Sunday, July 7, 2013

Advice from the Queen of Awkward: How to be less awkward in nifty artisan shops

I think we've all probably been there:

That neato little shop where you get to meet and talk to the owner, who also happens to be the artist selling his or her work. You've had a great conversation, you've genuinely spent five minutes or so inspecting the pottery, wool sweaters, photography, or whatever else is on display. And then that horrible moment when you have to leave. You flash a slightly sheepish grin at the shop owner, mumble out an even more sheepish, "Great work... thanks," and duck out.
If you're lucky, sometimes you can manage your exit under cover of some other customers who have come in. 
But often this is not the case. 

It's not that you don't greatly admire (or at least appreciate) the artwork (or boutique goods) for sale; it's simply that the goods for sale fall into one or more of the following categories:
1) they're too expensive
2) you can't fit anything else in your suitcase
3) it's just really not your thing after all
4) you remember your family member or best friend can do equally good work. That you get to enjoy for free.

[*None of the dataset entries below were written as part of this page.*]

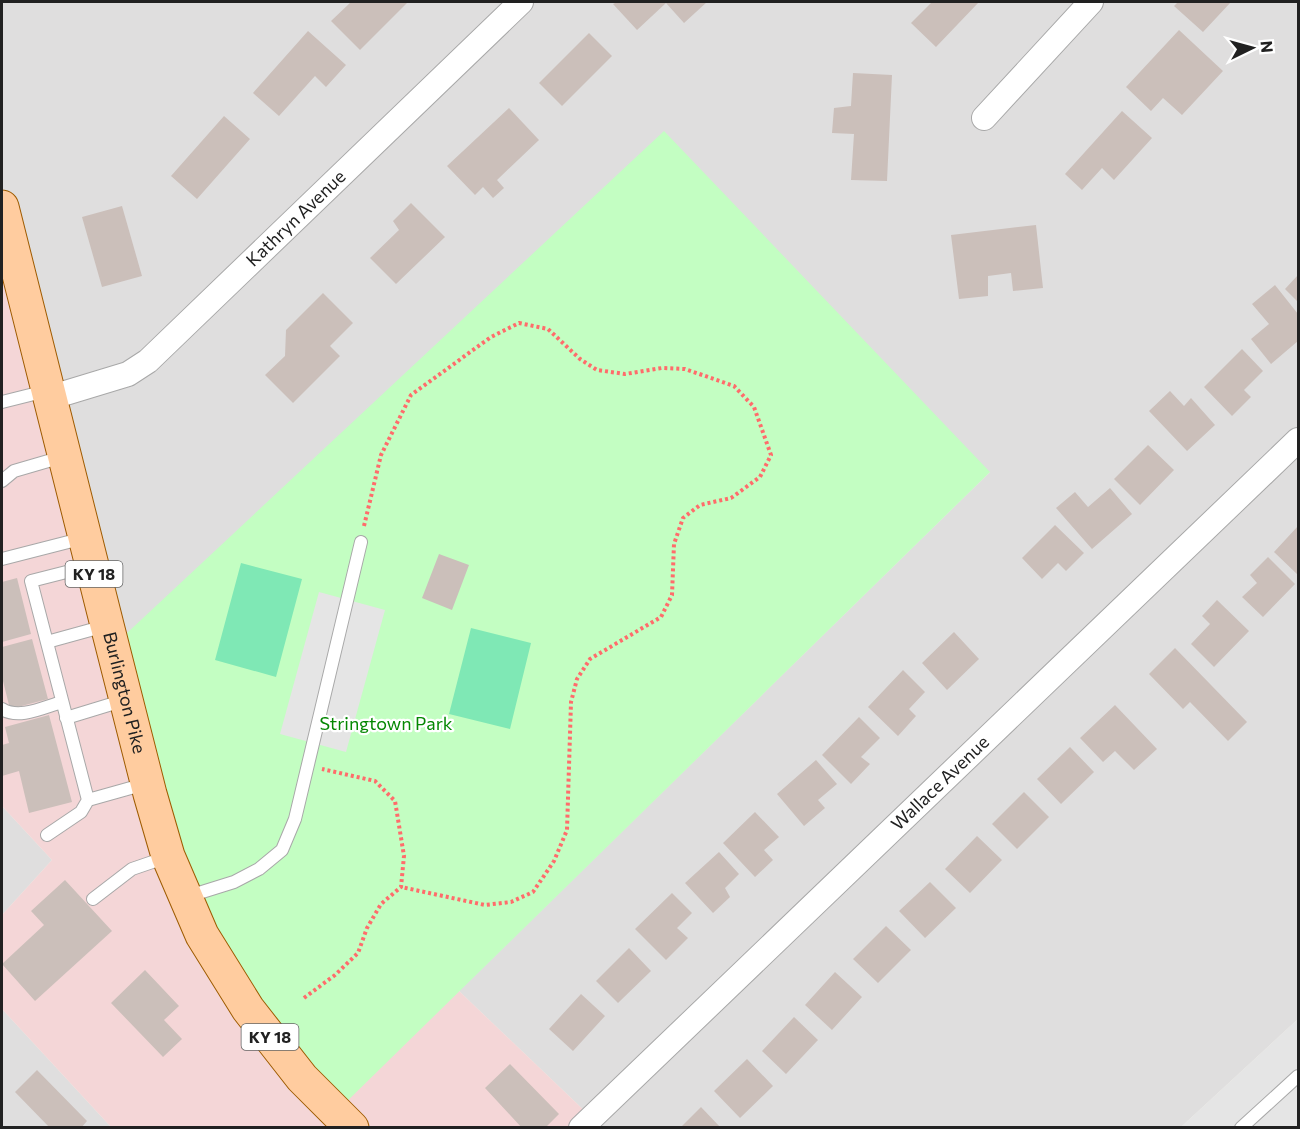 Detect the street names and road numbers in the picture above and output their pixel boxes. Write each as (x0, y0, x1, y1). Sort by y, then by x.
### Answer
street label: Kathryn Avenue (241, 165, 350, 271)
road number: KY 18 (66, 561, 122, 587)
street label: Burlington Pike (99, 629, 151, 756)
street label: Wallace Avenue (886, 730, 993, 834)
road number: KY 18 (242, 1024, 298, 1050)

Now, you should never, ever feel pressured to buy something from somebody out of guilt. Still, you want to be polite.

The past few days, I've been in situations (aka small Scottish villages) where one of the few ways to occupy my time was to go browse in the shops. I figured out an easy way to save face. Probably many of you all know about it already, but I thought I'd share anyway.

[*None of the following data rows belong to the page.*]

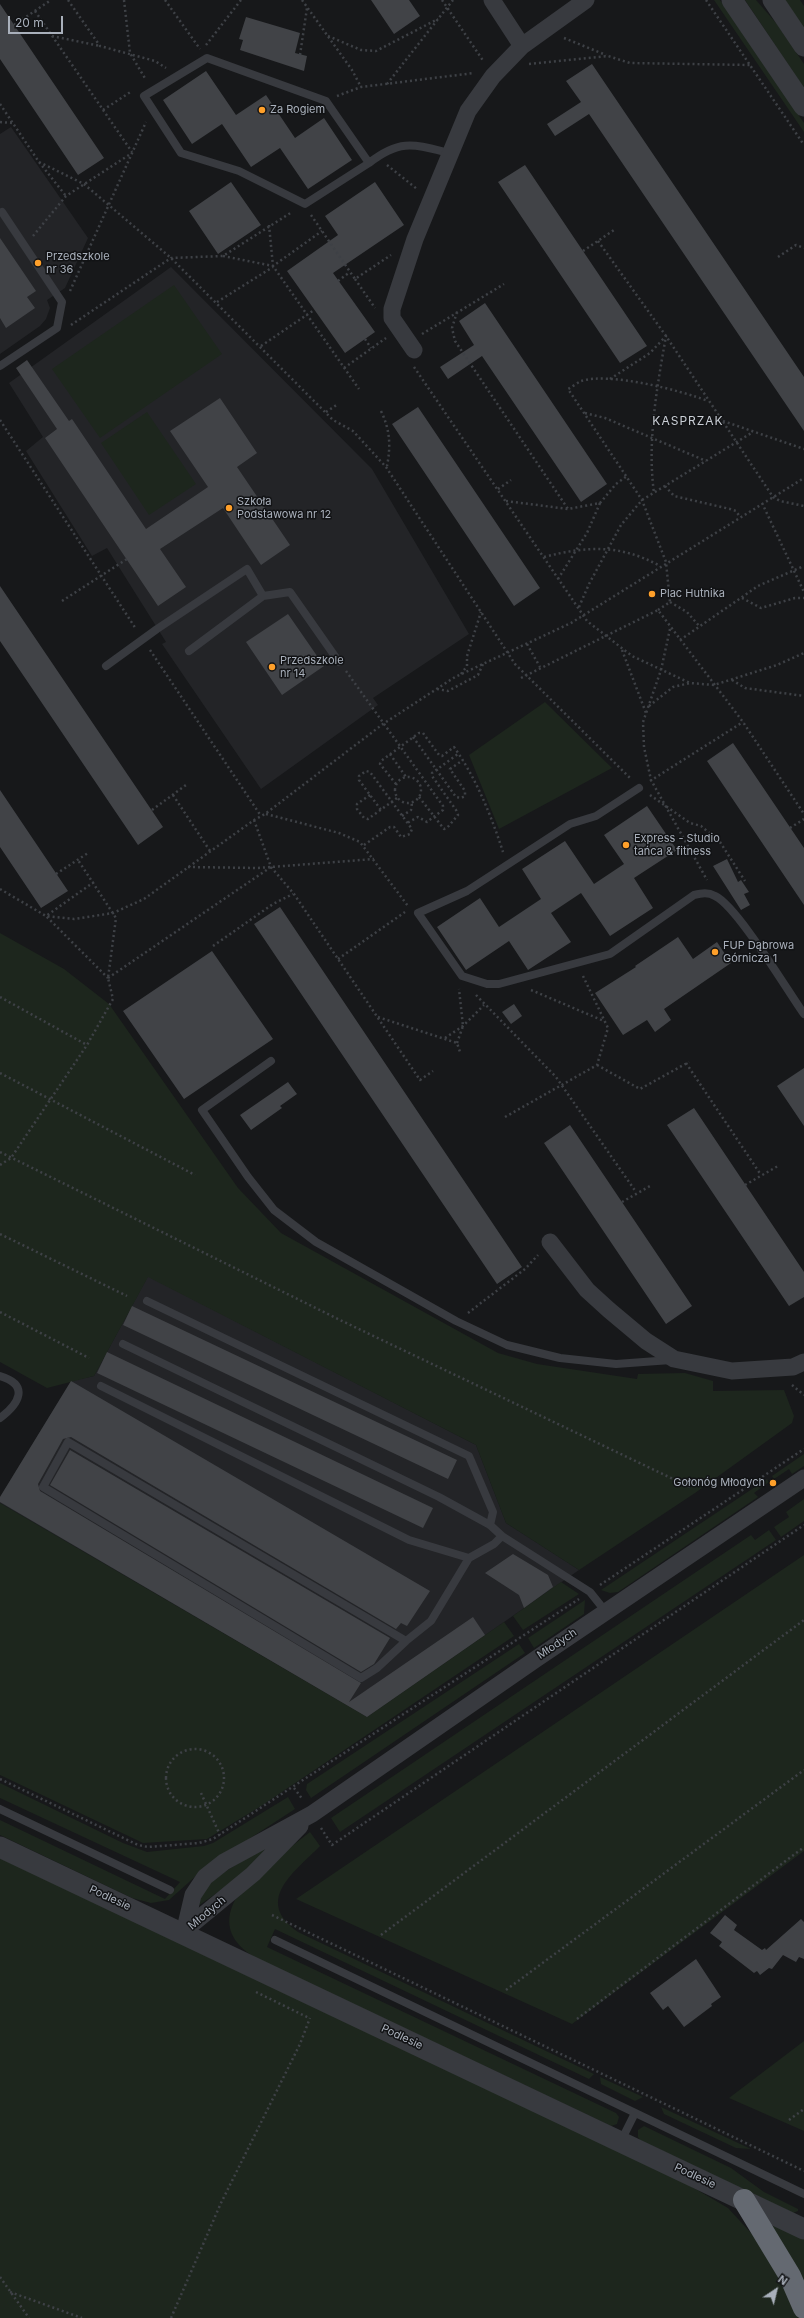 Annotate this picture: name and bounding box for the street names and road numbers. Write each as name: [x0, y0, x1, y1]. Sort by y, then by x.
street label: Młodych: [535, 1626, 579, 1662]
street label: Podlesie: [87, 1883, 133, 1913]
street label: Młodych: [186, 1894, 228, 1932]
street label: Podlesie: [379, 2022, 425, 2052]
street label: Podlesie: [672, 2161, 718, 2191]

DUH. It's to ask for a business card. 

I don't know why this never dawned on me before, but it's allowed me to express my interest in the artist's work without having to actually buy anything. 
It's better than simply asking, "do you have a website?" 
In the cases where I used it, I was actually interested in the work for sale. It just happened to fall into both categories 1 and 2 from above. But even if I hadn't been interested in maybe eventually someday ordering something from these sellers, it still was a more polite way out than simply leaving the shop. 

Also, below are pictures from my walks around the Clan Donald grounds today! I spent about 4 or 5 hours meandering about, visiting the Museum of the Isles (which is on the property), and even visiting a few shops (one of which I employed the business card trick).

This castle was actually built in the 19th century (I think), but is already a ruin.

I found this view while out running last year. This year, I found it again, just coming from the other direction!